Excerpted data =

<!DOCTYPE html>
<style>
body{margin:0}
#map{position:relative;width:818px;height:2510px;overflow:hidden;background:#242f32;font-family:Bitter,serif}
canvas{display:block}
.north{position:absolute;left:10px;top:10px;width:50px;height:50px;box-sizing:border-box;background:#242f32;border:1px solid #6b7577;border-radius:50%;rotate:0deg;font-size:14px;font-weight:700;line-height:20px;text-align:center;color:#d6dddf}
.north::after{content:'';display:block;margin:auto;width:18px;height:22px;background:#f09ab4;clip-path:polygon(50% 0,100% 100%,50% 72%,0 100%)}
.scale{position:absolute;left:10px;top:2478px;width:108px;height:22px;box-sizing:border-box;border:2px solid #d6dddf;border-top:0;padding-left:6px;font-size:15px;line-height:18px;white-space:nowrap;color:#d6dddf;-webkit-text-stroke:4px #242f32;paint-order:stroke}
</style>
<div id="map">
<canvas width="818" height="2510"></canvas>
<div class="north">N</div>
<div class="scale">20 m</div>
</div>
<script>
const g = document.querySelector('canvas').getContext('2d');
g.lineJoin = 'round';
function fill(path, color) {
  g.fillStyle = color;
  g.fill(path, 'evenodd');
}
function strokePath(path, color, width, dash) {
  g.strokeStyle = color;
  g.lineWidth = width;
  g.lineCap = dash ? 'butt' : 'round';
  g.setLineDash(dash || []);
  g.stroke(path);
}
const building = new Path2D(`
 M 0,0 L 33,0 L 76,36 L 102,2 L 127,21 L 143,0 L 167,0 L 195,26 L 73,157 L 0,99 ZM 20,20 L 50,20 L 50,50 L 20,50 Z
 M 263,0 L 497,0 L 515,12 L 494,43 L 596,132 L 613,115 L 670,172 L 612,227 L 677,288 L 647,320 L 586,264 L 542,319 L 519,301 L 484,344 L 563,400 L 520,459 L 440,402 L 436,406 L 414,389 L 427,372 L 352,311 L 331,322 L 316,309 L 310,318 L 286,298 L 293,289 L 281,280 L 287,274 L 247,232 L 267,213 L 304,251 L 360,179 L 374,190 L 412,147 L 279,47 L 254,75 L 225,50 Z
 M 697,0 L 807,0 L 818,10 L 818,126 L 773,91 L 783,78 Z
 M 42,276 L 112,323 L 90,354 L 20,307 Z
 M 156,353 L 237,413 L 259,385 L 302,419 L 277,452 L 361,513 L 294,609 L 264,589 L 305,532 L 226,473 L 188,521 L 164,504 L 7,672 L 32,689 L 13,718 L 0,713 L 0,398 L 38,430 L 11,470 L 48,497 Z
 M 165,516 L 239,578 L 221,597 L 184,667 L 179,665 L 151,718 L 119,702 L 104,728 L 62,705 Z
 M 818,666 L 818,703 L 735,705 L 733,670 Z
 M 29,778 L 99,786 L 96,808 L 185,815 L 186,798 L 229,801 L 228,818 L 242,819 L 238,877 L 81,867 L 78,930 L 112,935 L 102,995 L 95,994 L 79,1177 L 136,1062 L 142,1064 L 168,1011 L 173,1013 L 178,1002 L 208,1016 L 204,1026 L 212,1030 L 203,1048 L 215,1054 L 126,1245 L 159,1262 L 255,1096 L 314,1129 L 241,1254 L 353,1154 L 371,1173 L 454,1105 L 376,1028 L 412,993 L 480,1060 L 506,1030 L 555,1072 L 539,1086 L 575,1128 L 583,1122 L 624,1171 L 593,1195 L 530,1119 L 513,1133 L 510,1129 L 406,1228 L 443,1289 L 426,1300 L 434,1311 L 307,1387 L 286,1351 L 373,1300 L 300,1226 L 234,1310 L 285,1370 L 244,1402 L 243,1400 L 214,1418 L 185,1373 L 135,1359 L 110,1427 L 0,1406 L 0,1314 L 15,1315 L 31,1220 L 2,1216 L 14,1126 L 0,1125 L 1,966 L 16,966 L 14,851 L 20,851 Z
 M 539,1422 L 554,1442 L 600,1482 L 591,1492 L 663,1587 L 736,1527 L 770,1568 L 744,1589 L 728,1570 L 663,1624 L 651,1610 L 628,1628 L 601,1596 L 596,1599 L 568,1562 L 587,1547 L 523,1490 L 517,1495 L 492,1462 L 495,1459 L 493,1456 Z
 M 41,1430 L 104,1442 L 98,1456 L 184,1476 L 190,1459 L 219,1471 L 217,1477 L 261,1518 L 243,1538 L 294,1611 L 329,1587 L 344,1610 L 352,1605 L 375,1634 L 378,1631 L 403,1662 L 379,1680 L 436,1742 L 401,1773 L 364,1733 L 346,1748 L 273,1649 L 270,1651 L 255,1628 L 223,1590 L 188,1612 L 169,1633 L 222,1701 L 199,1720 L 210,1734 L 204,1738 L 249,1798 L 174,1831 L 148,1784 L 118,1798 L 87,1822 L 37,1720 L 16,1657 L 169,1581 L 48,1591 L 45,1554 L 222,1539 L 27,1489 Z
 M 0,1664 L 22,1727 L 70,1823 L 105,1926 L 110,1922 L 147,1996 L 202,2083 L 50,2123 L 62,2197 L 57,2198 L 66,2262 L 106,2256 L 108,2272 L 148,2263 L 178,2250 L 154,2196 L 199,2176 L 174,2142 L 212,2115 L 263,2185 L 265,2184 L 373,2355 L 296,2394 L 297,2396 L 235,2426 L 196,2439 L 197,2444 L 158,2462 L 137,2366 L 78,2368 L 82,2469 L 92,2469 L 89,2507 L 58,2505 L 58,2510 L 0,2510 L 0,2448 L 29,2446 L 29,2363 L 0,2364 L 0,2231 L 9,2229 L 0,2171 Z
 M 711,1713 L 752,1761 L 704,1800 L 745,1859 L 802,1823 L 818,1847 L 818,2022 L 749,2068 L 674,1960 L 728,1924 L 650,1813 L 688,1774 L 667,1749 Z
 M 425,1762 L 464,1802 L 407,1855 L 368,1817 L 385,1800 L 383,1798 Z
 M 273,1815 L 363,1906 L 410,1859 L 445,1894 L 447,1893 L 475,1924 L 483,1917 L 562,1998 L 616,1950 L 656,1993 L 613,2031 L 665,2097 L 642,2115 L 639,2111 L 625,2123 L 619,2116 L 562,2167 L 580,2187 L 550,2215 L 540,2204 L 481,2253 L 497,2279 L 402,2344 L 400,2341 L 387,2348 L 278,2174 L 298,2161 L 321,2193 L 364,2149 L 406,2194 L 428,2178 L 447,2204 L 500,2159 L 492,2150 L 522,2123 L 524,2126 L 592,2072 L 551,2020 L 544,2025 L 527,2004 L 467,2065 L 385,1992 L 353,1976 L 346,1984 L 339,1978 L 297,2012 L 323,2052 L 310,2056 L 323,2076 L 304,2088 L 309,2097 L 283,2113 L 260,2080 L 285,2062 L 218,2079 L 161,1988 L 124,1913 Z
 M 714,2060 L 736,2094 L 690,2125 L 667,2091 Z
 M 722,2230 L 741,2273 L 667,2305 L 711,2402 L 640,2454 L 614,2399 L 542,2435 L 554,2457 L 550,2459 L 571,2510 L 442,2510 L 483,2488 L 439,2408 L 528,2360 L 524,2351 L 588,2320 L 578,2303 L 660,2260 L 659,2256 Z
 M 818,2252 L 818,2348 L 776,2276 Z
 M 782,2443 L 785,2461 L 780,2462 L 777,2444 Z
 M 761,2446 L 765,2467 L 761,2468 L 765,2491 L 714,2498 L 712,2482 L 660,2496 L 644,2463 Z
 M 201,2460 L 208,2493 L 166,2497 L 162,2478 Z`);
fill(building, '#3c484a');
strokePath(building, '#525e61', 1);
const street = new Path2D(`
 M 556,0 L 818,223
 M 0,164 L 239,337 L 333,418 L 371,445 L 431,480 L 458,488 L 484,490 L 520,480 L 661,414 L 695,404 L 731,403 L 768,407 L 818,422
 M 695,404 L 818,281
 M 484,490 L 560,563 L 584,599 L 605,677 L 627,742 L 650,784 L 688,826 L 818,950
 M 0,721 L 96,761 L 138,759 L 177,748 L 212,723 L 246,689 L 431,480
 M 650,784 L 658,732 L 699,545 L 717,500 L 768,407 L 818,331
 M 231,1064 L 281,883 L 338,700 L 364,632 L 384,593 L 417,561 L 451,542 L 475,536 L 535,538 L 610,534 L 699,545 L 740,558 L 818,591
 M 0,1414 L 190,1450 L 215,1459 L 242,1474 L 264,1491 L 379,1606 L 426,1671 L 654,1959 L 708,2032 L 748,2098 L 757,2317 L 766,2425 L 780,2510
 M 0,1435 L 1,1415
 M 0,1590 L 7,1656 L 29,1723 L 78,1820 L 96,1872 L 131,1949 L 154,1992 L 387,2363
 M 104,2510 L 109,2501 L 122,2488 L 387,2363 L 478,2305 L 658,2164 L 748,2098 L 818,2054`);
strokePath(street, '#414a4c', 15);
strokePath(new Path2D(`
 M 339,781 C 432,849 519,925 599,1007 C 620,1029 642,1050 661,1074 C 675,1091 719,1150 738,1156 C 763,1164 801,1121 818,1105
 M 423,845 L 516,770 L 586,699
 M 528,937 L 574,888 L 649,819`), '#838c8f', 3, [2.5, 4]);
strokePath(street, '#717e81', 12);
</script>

What to do = Go through the listing above and write out exactly the lines starting with the one holding "function strokePath(path, color, width, dash)" and running through the one holding "M 818,666 L 818,703 L 735,705 L 733,670 Z", ends included, and no others.

Answer to this task =
function strokePath(path, color, width, dash) {
  g.strokeStyle = color;
  g.lineWidth = width;
  g.lineCap = dash ? 'butt' : 'round';
  g.setLineDash(dash || []);
  g.stroke(path);
}
const building = new Path2D(`
 M 0,0 L 33,0 L 76,36 L 102,2 L 127,21 L 143,0 L 167,0 L 195,26 L 73,157 L 0,99 ZM 20,20 L 50,20 L 50,50 L 20,50 Z
 M 263,0 L 497,0 L 515,12 L 494,43 L 596,132 L 613,115 L 670,172 L 612,227 L 677,288 L 647,320 L 586,264 L 542,319 L 519,301 L 484,344 L 563,400 L 520,459 L 440,402 L 436,406 L 414,389 L 427,372 L 352,311 L 331,322 L 316,309 L 310,318 L 286,298 L 293,289 L 281,280 L 287,274 L 247,232 L 267,213 L 304,251 L 360,179 L 374,190 L 412,147 L 279,47 L 254,75 L 225,50 Z
 M 697,0 L 807,0 L 818,10 L 818,126 L 773,91 L 783,78 Z
 M 42,276 L 112,323 L 90,354 L 20,307 Z
 M 156,353 L 237,413 L 259,385 L 302,419 L 277,452 L 361,513 L 294,609 L 264,589 L 305,532 L 226,473 L 188,521 L 164,504 L 7,672 L 32,689 L 13,718 L 0,713 L 0,398 L 38,430 L 11,470 L 48,497 Z
 M 165,516 L 239,578 L 221,597 L 184,667 L 179,665 L 151,718 L 119,702 L 104,728 L 62,705 Z
 M 818,666 L 818,703 L 735,705 L 733,670 Z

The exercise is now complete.